PyPI version   MIT License   Python 3.10+   Apple Silicon   MLX Native


TextStream turns your Mac's microphone into a live transcription endpoint. It runs Qwen3-ASR on-device through MLX, filters noise with Silero VAD, and streams text over SSE at localhost:7890/stream. Any app, script, or frontend can subscribe and get words as they are spoken — with ~2% word error rate, no API keys, and zero cost.

Install · Quick Start · How It Works · API · Benchmarks · Configuration · Contributing


Why This Exists

Cloud speech APIs charge per minute and add network latency. Whisper runs offline but is not real-time. There is no simple way to get a local, streaming transcription endpoint that any process on your machine can read from.

TextStream fills that gap.

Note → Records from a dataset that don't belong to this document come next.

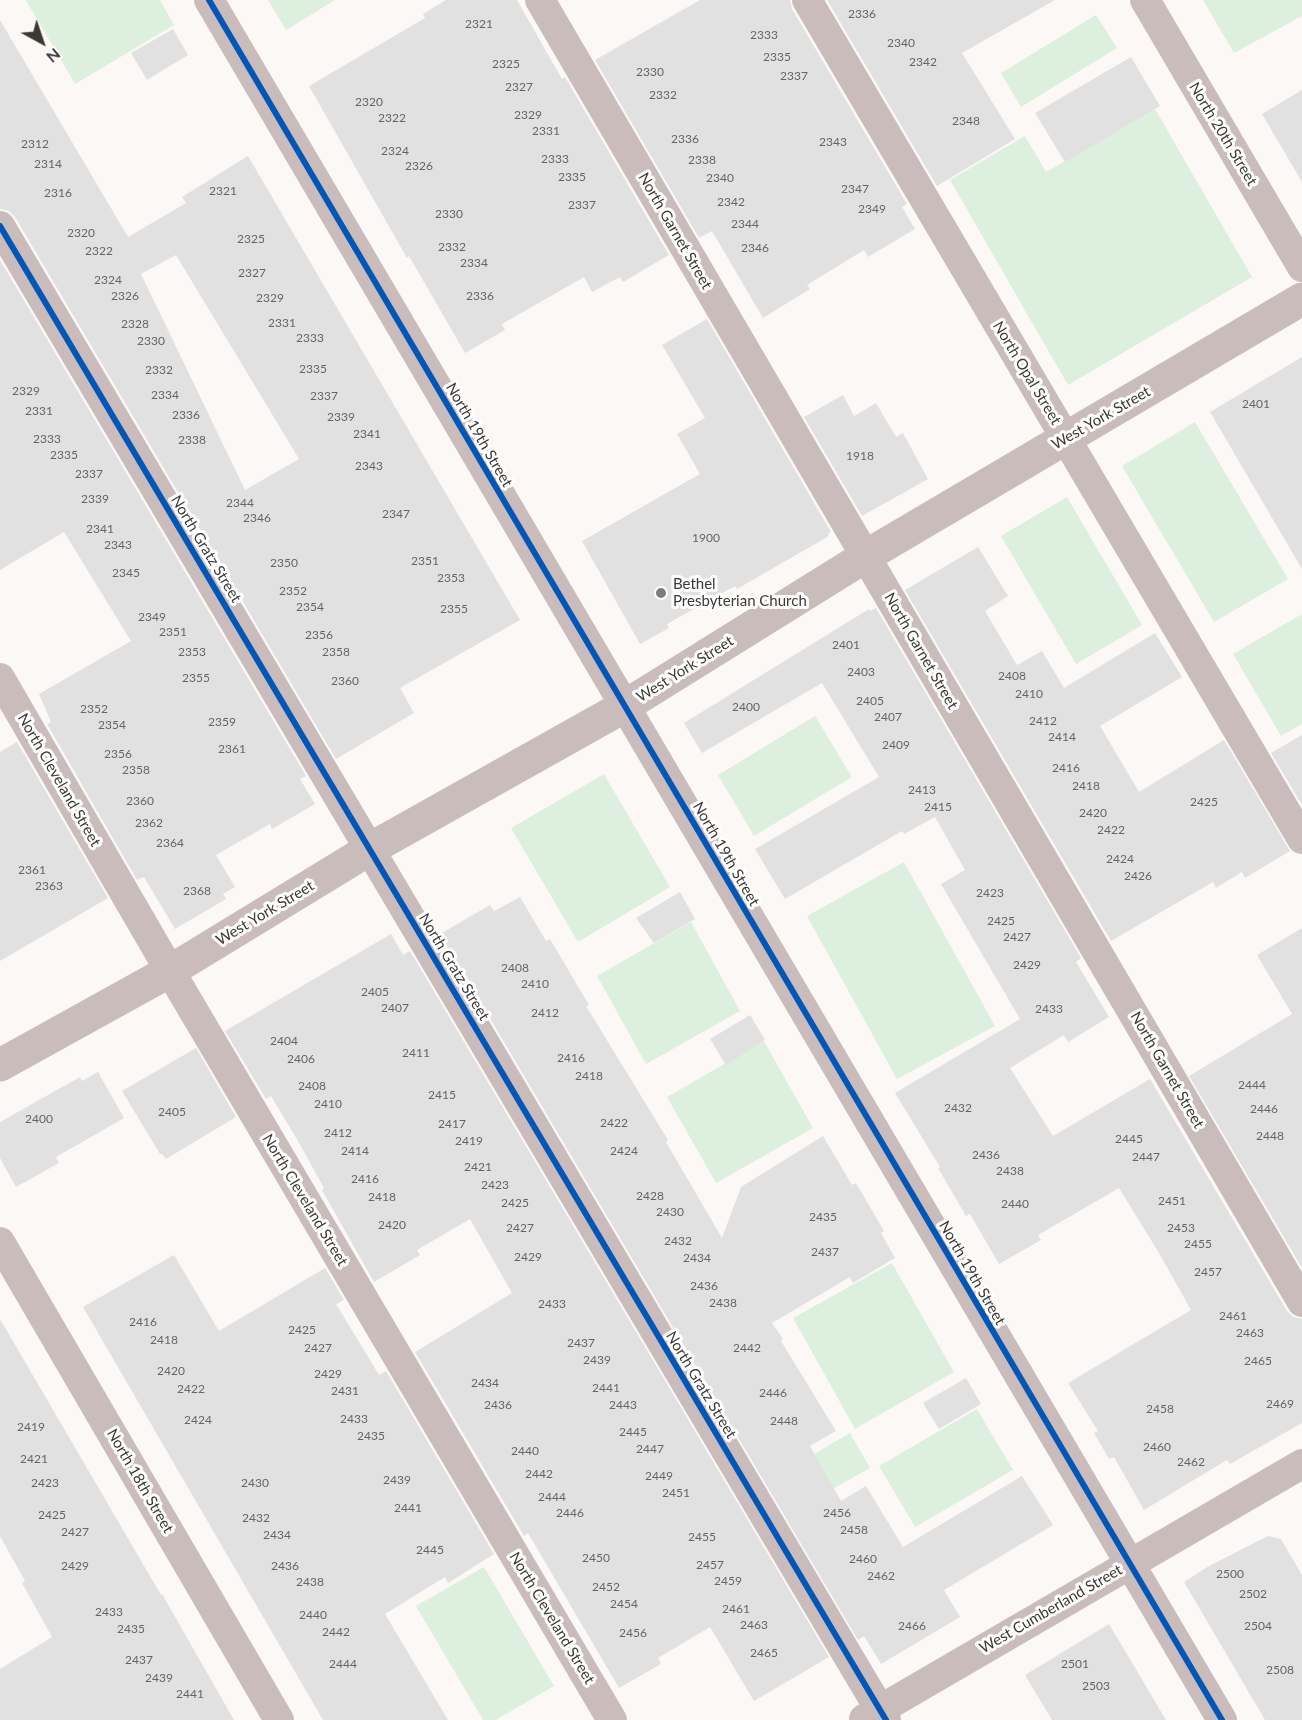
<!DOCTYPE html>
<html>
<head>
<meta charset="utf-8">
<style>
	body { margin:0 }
	#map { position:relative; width:1302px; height:1720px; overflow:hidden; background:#fbf8f6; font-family:Lato,sans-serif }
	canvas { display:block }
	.north { position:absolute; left:12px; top:12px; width:60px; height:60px; -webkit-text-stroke:4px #fff; paint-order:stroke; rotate:140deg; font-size:16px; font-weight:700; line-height:24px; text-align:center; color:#3d3834 }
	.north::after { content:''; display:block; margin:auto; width:21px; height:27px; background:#3d3834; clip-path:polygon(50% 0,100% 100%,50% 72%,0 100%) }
</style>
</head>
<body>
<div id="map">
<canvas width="1302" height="1720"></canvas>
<div class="north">N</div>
</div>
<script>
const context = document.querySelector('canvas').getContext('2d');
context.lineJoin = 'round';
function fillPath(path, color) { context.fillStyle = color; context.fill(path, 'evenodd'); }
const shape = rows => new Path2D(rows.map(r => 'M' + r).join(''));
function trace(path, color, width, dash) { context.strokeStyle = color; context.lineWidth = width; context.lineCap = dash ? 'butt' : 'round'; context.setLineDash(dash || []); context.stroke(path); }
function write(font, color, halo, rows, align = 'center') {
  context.font = font + ' Lato,sans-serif'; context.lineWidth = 6; context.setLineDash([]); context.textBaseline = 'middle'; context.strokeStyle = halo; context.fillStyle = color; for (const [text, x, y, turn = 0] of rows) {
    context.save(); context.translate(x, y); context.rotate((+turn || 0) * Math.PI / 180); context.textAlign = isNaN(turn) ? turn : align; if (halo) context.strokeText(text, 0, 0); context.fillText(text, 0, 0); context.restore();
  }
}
fillPath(shape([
	[26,0,160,0,174,25,75,84],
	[268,0,335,0,286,30],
	[1203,0,1302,0,1302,16,1234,53],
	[1096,15,1117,48,1021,107,1001,73],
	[1155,109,1252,277,1068,385,950,180,1025,136,1046,172],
	[1195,422,1288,579,1214,622,1122,466],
	[1067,497,1142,625,1076,664,1001,536],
	[1302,614,1302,724,1281,736,1233,654],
	[815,716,852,777,754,836,718,775],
	[604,774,670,887,578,942,511,828],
	[904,862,995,1026,897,1079,807,916],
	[691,922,740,1011,646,1064,597,976],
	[764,1041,813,1128,716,1183,667,1097],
	[892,1263,954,1372,855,1429,793,1318],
	[977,1409,1013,1470,915,1527,879,1466],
	[850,1433,870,1468,795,1510,776,1476],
	[484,1567,554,1686,496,1720,483,1720,416,1606]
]), '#dcf0dd');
fillPath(shape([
	[446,0,517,0,562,79,565,77,669,255,623,282,620,277,592,292,584,277,502,324,505,330,465,353,409,256,407,258,309,86,425,18,423,14],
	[700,0,790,0,792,9,907,204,902,207,915,229,868,257,864,250,807,285,810,289,763,318,712,231,699,238,595,60],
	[827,0,1055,0,962,53,1015,139,937,186],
	[0,20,128,237,186,203,182,197,248,156,520,620,400,688,414,713,336,759,15,217,9,211,0,209],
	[176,255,299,459,245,490,141,274],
	[173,29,188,55,147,80,131,53],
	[1131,57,1160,106,1065,162,1035,113],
	[1302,90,1302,182,1262,114],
	[0,260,306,776,300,779,315,804,272,829,270,824,216,855,235,887,223,894,226,899,175,929,144,877,137,880,47,724,51,722,39,694,131,641,64,532,0,570],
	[707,319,831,532,828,534,829,536,737,589,735,586,667,624,669,628,640,644,582,541,700,474,677,434,705,418,662,345],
	[1302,357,1302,569,1210,412],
	[843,395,854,416,876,403,896,437,903,433,928,479,862,516,804,417],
	[978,547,1008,596,985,611,1017,665,1042,651,1064,688,1155,633,1182,677,1100,726,1139,792,1224,740,1290,851,1245,878,1242,872,1216,888,1213,882,1111,941,905,590],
	[876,608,1081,958,1076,962,1109,1017,1068,1042,1064,1035,1010,1068,1053,1136,1150,1079,1287,1311,1293,1317,1302,1319,1302,1423,1230,1464,1227,1460,1144,1510,1114,1457,1109,1459,1094,1433,1098,1431,1068,1383,1191,1310,1159,1253,1119,1188,1038,1235,1041,1240,999,1264,970,1214,966,1216,938,1168,940,1167,895,1093,1020,1019,941,884,965,870,935,817,904,834,902,831,785,899,755,849,879,777,822,683,702,753,684,723,869,609,870,611],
	[1302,735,1302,805,1271,753],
	[17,742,108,898,0,961,0,752],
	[680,892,695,919,654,943,636,918],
	[520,897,546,941,550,939,589,1005,586,1006,668,1140,666,1142,722,1238,741,1187,823,1136,852,1185,856,1183,884,1231,881,1233,895,1258,853,1283,850,1277,772,1323,783,1339,781,1341,836,1431,810,1446,841,1501,866,1486,903,1547,1022,1476,1053,1525,944,1590,960,1617,881,1664,864,1636,858,1640,440,934,490,905,494,911],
	[1302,928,1302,1268,1189,1076,1292,1014,1257,955],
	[391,934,403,955,410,951,829,1657,754,1701,710,1627,658,1658,661,1664,619,1688,528,1533,524,1536,415,1352,512,1293,470,1219,417,1250,420,1255,374,1282,322,1190,324,1188,298,1141,271,1096,266,1099,225,1031],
	[750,1015,765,1040,726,1065,710,1039],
	[196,1048,236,1117,166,1159,162,1154,160,1154,122,1091],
	[98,1072,124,1118,56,1157,59,1163,16,1187,0,1158,0,1122,80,1077,82,1081],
	[174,1255,219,1331,325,1268,344,1300,336,1304,379,1375,386,1371,494,1554,448,1583,445,1577,385,1614,448,1720,323,1720,83,1307],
	[0,1319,161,1595,162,1594,234,1720,0,1720,0,1669,52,1637,22,1583,25,1581,0,1536],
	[966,1378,981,1404,939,1429,923,1403],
	[1268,1536,1281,1539,1302,1575,1302,1720,1265,1720,1184,1582,1209,1566],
	[1109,1624,1140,1676,1166,1720,1052,1720,1025,1675]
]), '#e2e1e2');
trace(shape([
	[209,0,1222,1720],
	[540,0,1302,1302],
	[807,0,1302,839],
	[1145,0,1302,267],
	[0,226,886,1720],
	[0,678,170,971,612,1720],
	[0,1242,279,1720],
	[864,1719,1302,1464]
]), '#cbbcbc', 30);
trace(shape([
	[0,1065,170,971,370,849,625,706,866,556,1302,299]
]), '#cbbcbc', 33);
trace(shape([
	[209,0,1222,1720],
	[0,226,886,1720]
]), '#0057b8', 6);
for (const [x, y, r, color] of [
	[661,593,6,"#807b78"]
]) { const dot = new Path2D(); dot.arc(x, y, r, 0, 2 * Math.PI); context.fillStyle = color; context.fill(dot); trace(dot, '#fff', 2); }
write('12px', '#686461', null, [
	["2336",862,14],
	["2321",479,24],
	["2333",764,35],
	["2340",901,43],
	["2335",777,57],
	["2342",923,62],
	["2325",506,64],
	["2330",650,72],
	["2337",794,76],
	["2327",519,87],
	["2332",663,95],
	["2320",369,102],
	["2329",528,115],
	["2322",392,118],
	["2348",966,121],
	["2331",546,131],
	["2336",685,139],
	["2343",833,142],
	["2312",35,144],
	["2324",395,151],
	["2333",555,159],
	["2338",702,160],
	["2314",48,164],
	["2326",419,166],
	["2335",572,177],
	["2340",720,178],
	["2347",855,189],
	["2321",223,191],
	["2316",58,193],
	["2342",731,202],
	["2337",582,205],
	["2349",872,209],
	["2330",449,214],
	["2344",745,224],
	["2320",81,233],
	["2325",251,239],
	["2332",452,247],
	["2346",755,248],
	["2322",99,251],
	["2334",474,263],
	["2327",252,273],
	["2324",108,280],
	["2326",125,296],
	["2336",480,296],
	["2329",270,298],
	["2331",282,323],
	["2328",135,324],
	["2333",310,338],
	["2330",151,341],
	["2335",313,369],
	["2332",159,370],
	["2329",26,391],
	["2334",165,395],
	["2337",324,396],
	["2401",1256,404],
	["2331",39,411],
	["2336",186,415],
	["2339",341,417],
	["2341",367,434],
	["2333",47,439],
	["2338",192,440],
	["2335",64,455],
	["1918",860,456],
	["2343",369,466],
	["2337",89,474],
	["2339",95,499],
	["2344",240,503],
	["2347",396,514],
	["2346",257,518],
	["2341",100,529],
	["1900",706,538],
	["2343",118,545],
	["2351",425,561],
	["2350",284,563],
	["2345",126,573],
	["2353",451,578],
	["2352",293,591],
	["2354",310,607],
	["2355",454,609],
	["2349",152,617],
	["2351",173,632],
	["2356",319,635],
	["2401",846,645],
	["2353",192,652],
	["2358",336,652],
	["2403",861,672],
	["2408",1012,676],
	["2355",196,678],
	["2360",345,681],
	["2410",1029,694],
	["2405",870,701],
	["2400",746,707],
	["2352",94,709],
	["2407",888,717],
	["2412",1043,721],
	["2359",222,722],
	["2354",112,725],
	["2414",1062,737],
	["2409",896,745],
	["2361",232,749],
	["2356",118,754],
	["2416",1066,768],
	["2358",136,770],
	["2418",1086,786],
	["2413",922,790],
	["2360",140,801],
	["2425",1204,802],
	["2415",938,807],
	["2420",1093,813],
	["2362",149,823],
	["2422",1111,830],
	["2364",170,843],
	["2424",1120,859],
	["2361",32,870],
	["2426",1138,876],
	["2363",49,886],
	["2368",197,891],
	["2423",990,893],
	["2425",1001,921],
	["2427",1017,937],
	["2429",1027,965],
	["2408",515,968],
	["2410",535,984],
	["2405",375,992],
	["2407",395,1008],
	["2433",1049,1009],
	["2412",545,1013],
	["2404",284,1041],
	["2411",416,1053],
	["2416",571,1058],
	["2406",301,1059],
	["2418",589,1076],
	["2444",1252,1085],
	["2408",312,1086],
	["2415",442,1095],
	["2410",328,1104],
	["2432",958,1108],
	["2446",1264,1109],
	["2405",172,1112],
	["2400",39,1119],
	["2422",614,1123],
	["2417",452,1124],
	["2412",338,1133],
	["2448",1270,1136],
	["2445",1129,1139],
	["2419",469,1141],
	["2414",355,1151],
	["2424",624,1151],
	["2436",986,1155],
	["2447",1146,1157],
	["2421",478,1167],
	["2438",1010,1171],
	["2416",365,1179],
	["2423",495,1185],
	["2428",650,1196],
	["2418",382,1197],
	["2451",1172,1201],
	["2425",515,1203],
	["2440",1015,1204],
	["2430",670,1212],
	["2435",823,1217],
	["2420",392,1225],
	["2427",520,1228],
	["2453",1181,1228],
	["2432",678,1241],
	["2455",1198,1244],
	["2437",825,1252],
	["2429",528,1257],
	["2434",697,1258],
	["2457",1208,1272],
	["2436",704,1286],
	["2438",723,1303],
	["2433",552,1304],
	["2461",1233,1316],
	["2416",143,1322],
	["2425",302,1330],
	["2463",1250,1333],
	["2418",164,1340],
	["2437",581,1343],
	["2427",318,1348],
	["2442",747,1348],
	["2439",597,1360],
	["2465",1258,1361],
	["2420",171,1371],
	["2429",328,1374],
	["2434",485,1383],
	["2441",606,1388],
	["2422",191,1389],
	["2431",345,1391],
	["2446",773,1393],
	["2469",1280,1404],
	["2436",498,1405],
	["2443",623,1405],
	["2458",1160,1409],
	["2433",354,1419],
	["2424",198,1420],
	["2448",784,1421],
	["2419",31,1427],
	["2445",633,1432],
	["2435",371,1436],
	["2460",1157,1447],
	["2447",650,1449],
	["2440",525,1451],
	["2421",34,1459],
	["2462",1191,1462],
	["2442",539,1474],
	["2449",659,1476],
	["2439",397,1480],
	["2423",45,1483],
	["2430",255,1483],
	["2451",676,1493],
	["2444",552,1497],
	["2441",408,1508],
	["2446",570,1513],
	["2456",837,1513],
	["2425",52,1515],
	["2432",256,1518],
	["2458",854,1530],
	["2427",75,1532],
	["2434",277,1535],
	["2455",702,1537],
	["2445",430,1550],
	["2450",596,1558],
	["2460",863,1559],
	["2457",710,1565],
	["2429",75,1566],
	["2436",285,1566],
	["2500",1230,1574],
	["2462",881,1576],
	["2459",728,1581],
	["2438",310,1582],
	["2452",606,1587],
	["2502",1253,1594],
	["2454",624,1604],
	["2461",736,1609],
	["2433",109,1612],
	["2440",313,1615],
	["2463",754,1625],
	["2466",912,1626],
	["2504",1258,1626],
	["2435",131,1629],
	["2442",336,1632],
	["2456",633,1633],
	["2465",764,1653],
	["2437",139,1660],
	["2444",343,1664],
	["2501",1075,1664],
	["2508",1280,1670],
	["2439",159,1678],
	["2503",1096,1686],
	["2441",190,1694]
]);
write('15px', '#3d3834', '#fff', [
	["North 20th Street",1223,134,59],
	["North Garnet Street",675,231,60],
	["North Opal Street",1027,373,59],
	["West York Street",1101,418,-30],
	["North 19th Street",479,435,60],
	["North Gratz Street",206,549,59],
	["North Garnet Street",921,651,60],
	["West York Street",685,669,-32],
	["North Cleveland Street",59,780,60],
	["North 19th Street",726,854,60],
	["West York Street",265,913,-31],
	["North Gratz Street",454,967,59],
	["North Garnet Street",1167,1070,60],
	["North Cleveland Street",305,1200,59],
	["North 19th Street",972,1273,60],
	["North Gratz Street",701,1385,59],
	["North 18th Street",140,1481,60],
	["West Cumberland Street",1051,1609,-30],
	["North Cleveland Street",552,1618,59]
]);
write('15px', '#3d3834', '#fff', [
	["Bethel",673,584],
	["Presbyterian Church",673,601]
], 'left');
</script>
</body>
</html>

One pip install, one command, and every app on your machine has access to a live transcript stream — for free.

Build voice-controlled tools. Add live captions to your app. Record meeting notes that write themselves. Pipe speech into your IDE. Whatever needs ears, point it at the stream.

Install

pip install textstream-asr

Requirements: macOS on Apple Silicon (M1/M2/M3/M4), Python 3.10+.

Quick Start

textstream                            # start transcribing, opens browser UI
textstream --no-browser               # headless — SSE server only
textstream --engine qwen-1.7b         # larger model, lower word error rate
textstream --vad-threshold 0.5        # stricter voice detection (default 0.4)

Connect from your app

Python:

import json, urllib.request

req = urllib.request.Request("http://localhost:7890/stream")
with urllib.request.urlopen(req) as resp:
    for line in resp:
        line = line.decode().strip()
        if line.startswith("data: "):
            event = json.loads(line[6:])
            if event["type"] == "stream":
                print(event["finalized"], event["draft"])

JavaScript:

const src = new EventSource("http://localhost:7890/stream");
src.onmessage = (e) => {
  const { finalized, draft } = JSON.parse(e.data);
  console.log(finalized, draft);
};

How It Works

Every --interval seconds (default 2.5), TextStream drains the mic buffer and runs Silero VAD on the chunk. If speech is detected, the chunk goes to Qwen3-ASR's streaming decoder. The model returns stable (finalized) text and speculative (draft) text. Stable text gets persisted to disk and broadcast to all SSE subscribers.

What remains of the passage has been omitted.